(What to do): The whole listing, apart from its images, should be restated word for word.
┌─ Records supplied
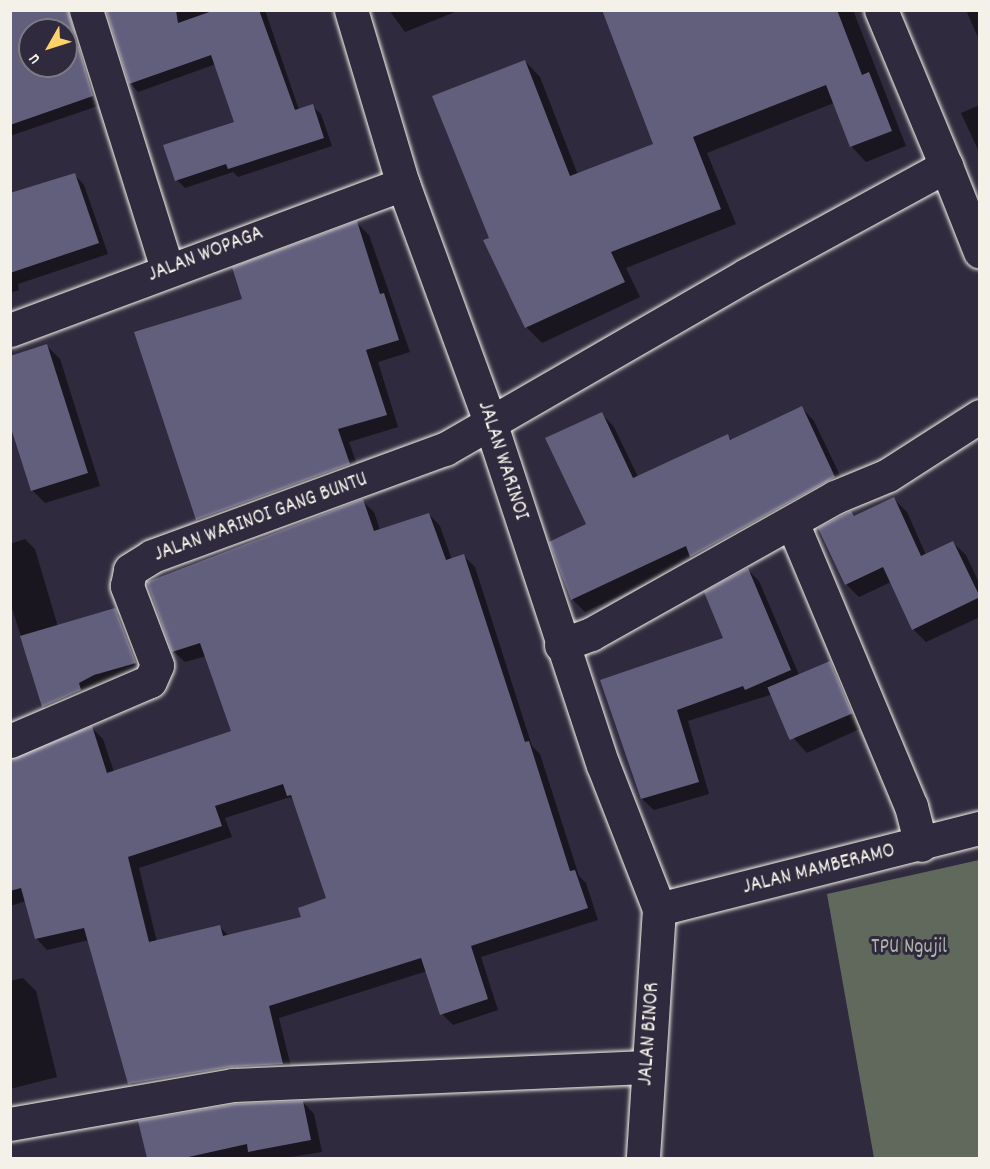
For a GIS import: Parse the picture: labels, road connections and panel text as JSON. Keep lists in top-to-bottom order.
{
  "streets": {
    "street": [
      "JALAN WOPAGA",
      "JALAN WARINOI",
      "JALAN WARINOI GANG BUNTU",
      "JALAN MAMBERAMO",
      "JALAN BINOR"
    ]
  },
  "crossings": [
    ["JALAN WOPAGA", "JALAN WARINOI"],
    ["JALAN WARINOI", "JALAN WARINOI GANG BUNTU"],
    ["JALAN WARINOI", "JALAN MAMBERAMO"],
    ["JALAN WARINOI", "JALAN BINOR"],
    ["JALAN MAMBERAMO", "JALAN BINOR"]
  ],
  "parks": ["TPU Ngujil"],
  "north": "bottom left"
}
└─
(Answer space):
For a GIS import: Parse the picture: labels, road connections and panel text as JSON. Keep lists in top-to-bottom order.
{
  "streets": {
    "street": [
      "JALAN WOPAGA",
      "JALAN WARINOI",
      "JALAN WARINOI GANG BUNTU",
      "JALAN MAMBERAMO",
      "JALAN BINOR"
    ]
  },
  "crossings": [
    ["JALAN WOPAGA", "JALAN WARINOI"],
    ["JALAN WARINOI", "JALAN WARINOI GANG BUNTU"],
    ["JALAN WARINOI", "JALAN MAMBERAMO"],
    ["JALAN WARINOI", "JALAN BINOR"],
    ["JALAN MAMBERAMO", "JALAN BINOR"]
  ],
  "parks": ["TPU Ngujil"],
  "north": "bottom left"
}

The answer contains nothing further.